Vor wenigen Tagen war ich zu Lukes Elternsprechtag an "deiner" Schule. So viel verbinde ich dort mit dir. Ich sehe dich dort überall, sehe, wie du freudig-aufgeregt neben Kai an deinem ersten Schultag im Eingangsbereich stehst, sehe dich neben mir in der Aula sitzen und den Ausführungen zur Q-Phase lauschen, warte auf dich am Hemberg-Parkplatz...Ich bin an deiner Schule an dem Tag, an dem du verunglückst - es ist der Tag der offenen Tür. Jedes Mal, wenn ich an das Märkische Gymnasium komme, überfällt mich eine tiefe Traurigkeit. Schon auf dem Weg zum Elternsprechtag flossen meine Tränen. Allerdings blieb mir kurz darauf kaum noch Zeit, traurig zu sein, weil Luke 'mal wieder die Termine vertauscht hatte und ich hektisch von einem Raum zum nächsten hetzen musste.

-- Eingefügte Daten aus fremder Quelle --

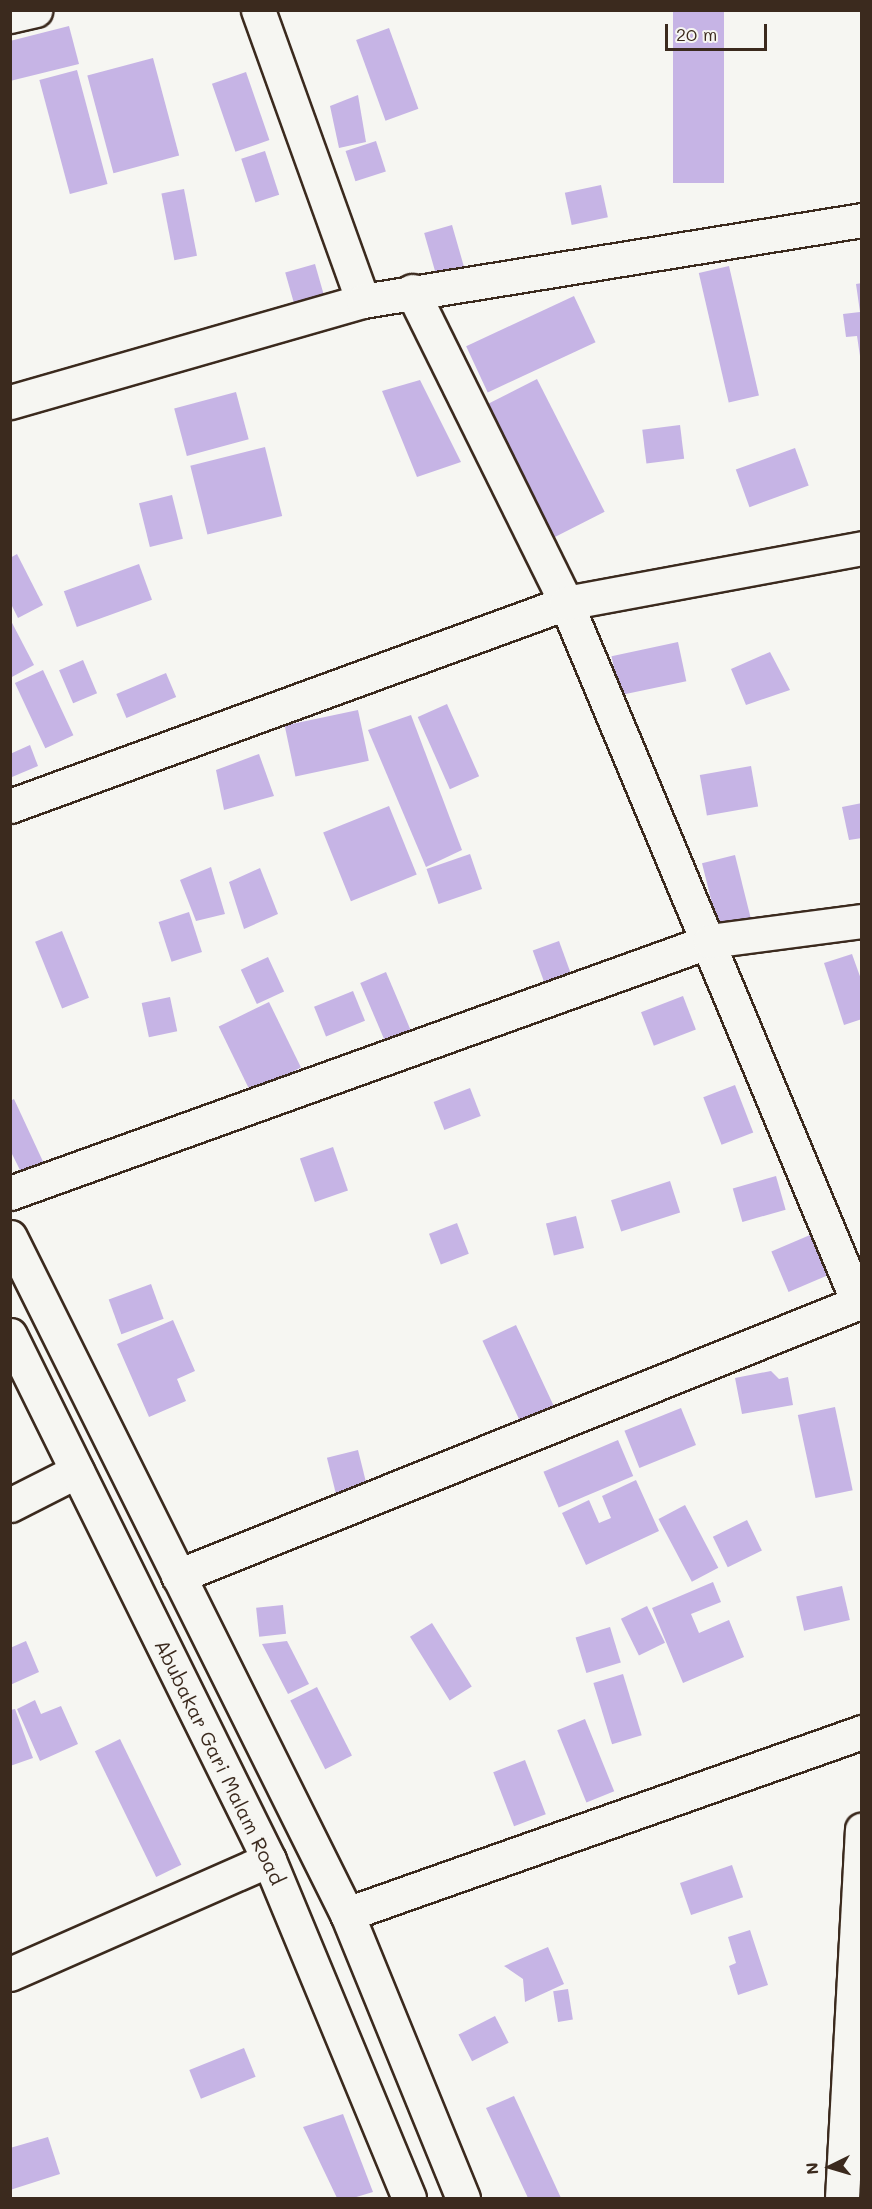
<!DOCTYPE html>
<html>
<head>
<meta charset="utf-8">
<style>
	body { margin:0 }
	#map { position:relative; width:872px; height:2209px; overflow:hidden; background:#f6f6f2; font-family:Mali,sans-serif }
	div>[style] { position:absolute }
	.building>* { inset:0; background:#c6b4e5; transform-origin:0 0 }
	.roads { filter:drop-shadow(2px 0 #3b2a1e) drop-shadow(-2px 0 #3b2a1e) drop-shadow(0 2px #3b2a1e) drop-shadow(0 -2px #3b2a1e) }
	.minor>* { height:33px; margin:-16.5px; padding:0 16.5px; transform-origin:16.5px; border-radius:16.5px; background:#f6f6f2 }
	.tertiary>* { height:33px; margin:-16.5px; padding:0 16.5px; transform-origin:16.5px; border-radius:16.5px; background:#f6f6f2 }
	span { translate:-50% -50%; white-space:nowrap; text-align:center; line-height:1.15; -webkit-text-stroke:4.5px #f6f6f2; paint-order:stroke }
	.street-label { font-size:20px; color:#3b2a1e }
	.frame { position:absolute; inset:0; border:12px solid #3b2a1e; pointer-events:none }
	.north { position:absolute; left:800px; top:2137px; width:60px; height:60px; -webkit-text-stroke:4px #f6f6f2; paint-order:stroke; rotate:265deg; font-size:16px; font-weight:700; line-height:24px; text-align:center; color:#3b2a1e }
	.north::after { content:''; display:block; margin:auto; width:21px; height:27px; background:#3b2a1e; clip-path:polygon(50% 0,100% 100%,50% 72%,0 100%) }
	.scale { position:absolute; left:665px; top:24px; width:102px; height:27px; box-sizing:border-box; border:3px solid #3b2a1e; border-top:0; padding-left:8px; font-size:18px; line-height:21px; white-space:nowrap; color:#3b2a1e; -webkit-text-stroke:4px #f6f6f2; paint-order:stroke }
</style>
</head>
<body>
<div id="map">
	<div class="building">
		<i style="left:673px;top:10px;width:51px;height:173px"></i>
		<i style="clip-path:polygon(69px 26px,79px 64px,10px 81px,10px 41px)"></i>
		<i style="left:389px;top:28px;width:86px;height:35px;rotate:70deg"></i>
		<i style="left:153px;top:58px;width:101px;height:68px;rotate:75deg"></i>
		<i style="left:77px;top:70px;width:118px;height:39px;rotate:75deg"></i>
		<i style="left:246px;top:72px;width:72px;height:36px;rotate:71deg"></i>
		<i style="clip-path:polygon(358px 95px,366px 142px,339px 148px,330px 106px)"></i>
		<i style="left:376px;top:141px;width:32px;height:32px;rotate:72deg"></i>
		<i style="left:265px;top:151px;width:46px;height:25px;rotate:72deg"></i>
		<i style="left:601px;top:185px;width:33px;height:37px;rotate:78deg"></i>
		<i style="left:184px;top:189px;width:68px;height:23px;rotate:79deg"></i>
		<i style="left:452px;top:225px;width:48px;height:29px;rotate:74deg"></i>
		<i style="left:315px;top:264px;width:35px;height:31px;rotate:74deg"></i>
		<i style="left:729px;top:266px;width:133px;height:31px;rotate:77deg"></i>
		<i style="clip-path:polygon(862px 283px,862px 356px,860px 356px,857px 336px,846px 337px,843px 314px,860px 312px,856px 284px)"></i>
		<i style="left:574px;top:296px;width:51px;height:119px;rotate:65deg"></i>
		<i style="left:537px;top:379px;width:149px;height:58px;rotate:63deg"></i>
		<i style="clip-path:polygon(420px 380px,461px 462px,417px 477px,382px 391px)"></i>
		<i style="left:236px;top:392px;width:49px;height:64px;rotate:75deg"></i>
		<i style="left:680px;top:425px;width:34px;height:38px;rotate:83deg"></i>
		<i style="left:265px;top:447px;width:71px;height:77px;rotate:76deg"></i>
		<i style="left:795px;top:448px;width:40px;height:63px;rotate:70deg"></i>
		<i style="left:172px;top:495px;width:45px;height:34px;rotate:76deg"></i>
		<i style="clip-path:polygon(17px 554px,43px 605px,18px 618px,10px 602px,10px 558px)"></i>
		<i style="left:139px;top:564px;width:38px;height:80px;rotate:70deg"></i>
		<i style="clip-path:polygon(10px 619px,34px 665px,10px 678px)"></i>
		<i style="left:678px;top:642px;width:40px;height:68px;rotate:78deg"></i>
		<i style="clip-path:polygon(770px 652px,790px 690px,746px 705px,731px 669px)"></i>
		<i style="left:83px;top:660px;width:36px;height:26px;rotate:67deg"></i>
		<i style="left:43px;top:670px;width:72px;height:31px;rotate:65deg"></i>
		<i style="left:166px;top:673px;width:26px;height:54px;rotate:67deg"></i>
		<i style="left:447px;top:704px;width:79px;height:32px;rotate:66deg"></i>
		<i style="left:358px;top:710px;width:52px;height:75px;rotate:78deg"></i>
		<i style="clip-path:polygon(411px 715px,462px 850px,426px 867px,368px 730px)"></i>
		<i style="clip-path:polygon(30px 745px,38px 766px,12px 777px,10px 754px)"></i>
		<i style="clip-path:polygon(259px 754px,274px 796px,224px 810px,216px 770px)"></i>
		<i style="left:751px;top:766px;width:41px;height:52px;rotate:80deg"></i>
		<i style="clip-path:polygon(862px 803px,862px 838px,849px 840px,842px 807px)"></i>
		<i style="left:389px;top:806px;width:74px;height:71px;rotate:68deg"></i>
		<i style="left:470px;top:854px;width:37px;height:46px;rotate:71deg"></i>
		<i style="left:735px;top:855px;width:71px;height:34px;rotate:76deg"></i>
		<i style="clip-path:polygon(211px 867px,225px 914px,196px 921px,180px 880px)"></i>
		<i style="clip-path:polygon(260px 868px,278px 914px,244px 929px,229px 882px)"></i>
		<i style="left:189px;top:912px;width:42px;height:32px;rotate:72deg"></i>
		<i style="left:62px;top:931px;width:72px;height:29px;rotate:68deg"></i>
		<i style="left:559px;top:941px;width:38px;height:28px;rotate:70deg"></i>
		<i style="clip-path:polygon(852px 954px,862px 982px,862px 1019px,844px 1025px,824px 963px)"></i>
		<i style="left:268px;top:957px;width:38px;height:30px;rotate:65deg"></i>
		<i style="left:386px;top:972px;width:77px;height:28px;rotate:67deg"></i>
		<i style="left:353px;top:991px;width:32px;height:42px;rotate:68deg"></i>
		<i style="left:683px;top:996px;width:36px;height:45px;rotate:69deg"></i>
		<i style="left:170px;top:997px;width:35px;height:29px;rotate:78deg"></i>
		<i style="left:269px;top:1002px;width:73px;height:56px;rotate:64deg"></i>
		<i style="left:735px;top:1085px;width:51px;height:34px;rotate:69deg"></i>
		<i style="left:470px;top:1088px;width:30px;height:39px;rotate:69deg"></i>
		<i style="clip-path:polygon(14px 1099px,46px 1168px,24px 1178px,10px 1150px,10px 1101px)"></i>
		<i style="left:333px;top:1147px;width:46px;height:35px;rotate:71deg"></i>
		<i style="left:776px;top:1176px;width:35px;height:45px;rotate:74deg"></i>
		<i style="left:670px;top:1181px;width:33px;height:62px;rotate:72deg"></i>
		<i style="left:576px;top:1216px;width:33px;height:31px;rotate:76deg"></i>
		<i style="left:457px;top:1223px;width:33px;height:30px;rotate:69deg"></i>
		<i style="left:810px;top:1235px;width:44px;height:42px;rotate:67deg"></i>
		<i style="left:151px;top:1284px;width:37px;height:45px;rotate:70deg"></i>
		<i style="clip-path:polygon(173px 1320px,195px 1371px,177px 1379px,186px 1401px,149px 1417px,117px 1344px)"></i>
		<i style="left:516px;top:1325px;width:90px;height:37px;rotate:65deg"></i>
		<i style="clip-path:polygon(771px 1371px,779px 1379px,788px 1377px,793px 1405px,742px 1414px,735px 1378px)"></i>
		<i style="left:835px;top:1407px;width:85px;height:38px;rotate:78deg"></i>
		<i style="left:681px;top:1408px;width:40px;height:61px;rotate:68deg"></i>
		<i style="left:618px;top:1440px;width:39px;height:81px;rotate:67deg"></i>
		<i style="left:358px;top:1450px;width:46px;height:32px;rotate:76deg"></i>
		<i style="clip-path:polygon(636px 1480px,659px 1531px,586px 1565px,562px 1513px,589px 1500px,599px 1523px,611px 1518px,602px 1496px)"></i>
		<i style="left:685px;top:1505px;width:71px;height:30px;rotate:62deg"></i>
		<i style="left:747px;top:1520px;width:34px;height:38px;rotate:64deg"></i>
		<i style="clip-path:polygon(713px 1582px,721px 1602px,691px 1614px,699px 1633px,729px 1620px,744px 1657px,683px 1683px,652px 1608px)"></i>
		<i style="left:842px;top:1586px;width:35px;height:47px;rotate:77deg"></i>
		<i style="left:283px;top:1605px;width:29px;height:27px;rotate:84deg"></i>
		<i style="left:647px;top:1606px;width:41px;height:29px;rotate:64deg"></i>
		<i style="left:432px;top:1623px;width:75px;height:26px;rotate:58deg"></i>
		<i style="left:610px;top:1627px;width:37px;height:36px;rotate:73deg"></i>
		<i style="clip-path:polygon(26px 1641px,39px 1672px,10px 1685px,10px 1648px)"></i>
		<i style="clip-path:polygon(287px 1641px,309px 1684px,288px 1694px,262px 1644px)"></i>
		<i style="left:623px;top:1674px;width:64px;height:31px;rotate:73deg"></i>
		<i style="left:317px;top:1687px;width:77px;height:30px;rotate:63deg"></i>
		<i style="clip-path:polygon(35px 1700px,41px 1714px,61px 1706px,78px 1744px,40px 1761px,17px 1709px)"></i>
		<i style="clip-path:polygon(15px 1709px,33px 1758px,10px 1766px,10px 1710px)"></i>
		<i style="left:585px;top:1719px;width:78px;height:30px;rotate:68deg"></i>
		<i style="left:120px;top:1739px;width:140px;height:28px;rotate:64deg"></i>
		<i style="left:525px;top:1760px;width:58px;height:34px;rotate:69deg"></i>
		<i style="left:732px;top:1865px;width:34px;height:55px;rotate:71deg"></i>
		<i style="clip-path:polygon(750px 1930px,768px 1985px,738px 1995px,729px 1966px,736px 1963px,728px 1937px)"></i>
		<i style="clip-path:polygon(548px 1947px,564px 1984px,525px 2002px,523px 1979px,504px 1966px)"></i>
		<i style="left:568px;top:1989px;width:31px;height:15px;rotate:81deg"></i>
		<i style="left:495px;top:2016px;width:30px;height:41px;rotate:63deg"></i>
		<i style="left:244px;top:2048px;width:31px;height:59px;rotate:68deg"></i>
		<i style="clip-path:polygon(514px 2096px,561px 2198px,528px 2198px,486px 2108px)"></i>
		<i style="clip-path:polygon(343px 2114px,373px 2192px,353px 2198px,337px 2198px,303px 2127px)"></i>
		<i style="clip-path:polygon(48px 2137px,60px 2174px,10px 2190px,10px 2148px)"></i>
	</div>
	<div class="roads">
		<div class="minor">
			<i style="left:258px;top:10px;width:309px;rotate:70.2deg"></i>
			<i style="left:10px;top:16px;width:26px;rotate:-13deg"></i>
			<i style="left:412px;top:291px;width:348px;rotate:63.7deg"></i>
			<i style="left:566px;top:603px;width:758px;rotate:67.33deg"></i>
			<i style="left:10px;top:402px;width:367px;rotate:-16deg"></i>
			<i style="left:363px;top:301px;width:506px;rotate:-9.22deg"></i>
			<i style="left:10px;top:806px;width:592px;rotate:-20.06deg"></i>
			<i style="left:566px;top:603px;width:301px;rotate:-10.5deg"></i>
			<i style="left:10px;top:1193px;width:744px;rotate:-19.8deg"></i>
			<i style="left:710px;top:941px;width:153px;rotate:-7.5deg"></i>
			<i style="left:10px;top:1505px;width:75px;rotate:-26.9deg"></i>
			<i style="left:178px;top:1576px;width:737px;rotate:-21.9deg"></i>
			<i style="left:347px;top:1914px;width:546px;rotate:-19.46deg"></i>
			<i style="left:10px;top:1974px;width:283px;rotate:-23.8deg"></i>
			<i style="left:842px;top:2198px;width:369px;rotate:-86.9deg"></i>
		</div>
		<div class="tertiary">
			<i style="left:10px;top:1237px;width:756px;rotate:63.54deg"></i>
			<i style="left:347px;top:1914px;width:307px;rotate:67.8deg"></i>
			<i style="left:10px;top:1335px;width:585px;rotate:63.74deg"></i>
			<i style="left:269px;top:1860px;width:366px;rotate:67.5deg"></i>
		</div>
	</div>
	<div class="street-label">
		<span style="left:220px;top:1762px;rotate:64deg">Abubakar Gari Malam Road</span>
	</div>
	<div class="frame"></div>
	<div class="north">N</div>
	<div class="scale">20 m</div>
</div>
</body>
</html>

Dann sah ich Frau S. Du hast sie nie kennengelernt. Du warst bereits tot. Sie ist eine solch liebenswerte Frau, die Ada und Luke sehr einfühlsam durch die erste Trauerzeit begleitet hat. Sie hat normalerweise nichts mit dem MGI zu tun, doch im Rahmen eines Kooperationsprojektes stand sie an diesem Tag im Schul-Foyer... und wieder kamen mir die Tränen. Kurz darauf traf ich deine Lieblingslehrerin, die mir so sehr ans Herz gewachsen ist. Sie fragte mich, ob ich einen Moment Zeit hätte. Wir saßen gemeinsam im Bio-Raum - in deinem Raum! "Dort oben, ganz rechts außen, da hat Jesse immer neben Fynn gesessen..." Unser beider Augen schimmerten verdächtig  bei der Erinnerung an dich. Sie erzählte mir, dass sich alle deine engsten Freunde auch an deinem diesjährigen Todestag am Seilersee versammelt und auf dich angestoßen haben... Zeit mit dir verbracht haben. Ich war so dermaßen ergriffen von dieser Nachricht. Die Jahre zuvor waren wir dabei gewesen, doch in diesem Jahr hätten wir nicht im Entferntesten damit gerechnet, dass sie sich mit Esther dort treffen, schließlich geht jeder mittlerweile seinem Studium oder Praktikum, seiner Ausbildung oder anderen Dingen nach. Du hast solch wertvolle Menschen um dich gehabt, Jesse! Und sie stehen noch immer an deiner Seite. Ich hoffe, dass du es irgendwie sehen/fühlen/spüren kannst, wo immer du auch sein magst. Deine Freunde! All die Menschen, die dich geschätzt und geliebt haben: was für ein Geschenk. Ich bin so ergriffen und erschüttert in einem....
Kais Tat hat mich bis in die Tiefen meines sich zersetzenden, selbst zerfleischenden  Herzens berührt: ihr beiden kennt euch seit dem Kindergarten, habt gemeinsam Hennen und und später die weitere Umgebung erkundet, ward zusammen am Gardasee und seid mit den bikes den Monte Baldo hinunter gefahren, habt euch in Österreich wilde Skirennen geliefert und euch später im Restaurant total lustig daneben benommen, habt euch bei euren Skateboard-Tricks gefilmt - sogar während ihr übel auf die Nase gefallen seid -  und sicherlich so viele dumme, gefährliche, lustige Sachen gemacht, von denen ich besser nichts weiß.
Großartig! Danke...

Mittwoch, 18. Oktober 2017

Pädagogisch nicht wertvoll...aber wohltuend!

Hi Jesse! 
Im dichten Nebel startete dein heutiger Geburtstag - wabernde Wolkenschichten um mich herum, kreischende Töne, die irgendwann nach außen drangen, Tränenschleier - schlechte Sicht auf dich... bis sich der Himmel klarte und die Sonne hell und gelb und wärmend auf deinen heutigen Geburtstag schien - auf dich! Wo immer dich deine Reise auch hingeführt haben mag...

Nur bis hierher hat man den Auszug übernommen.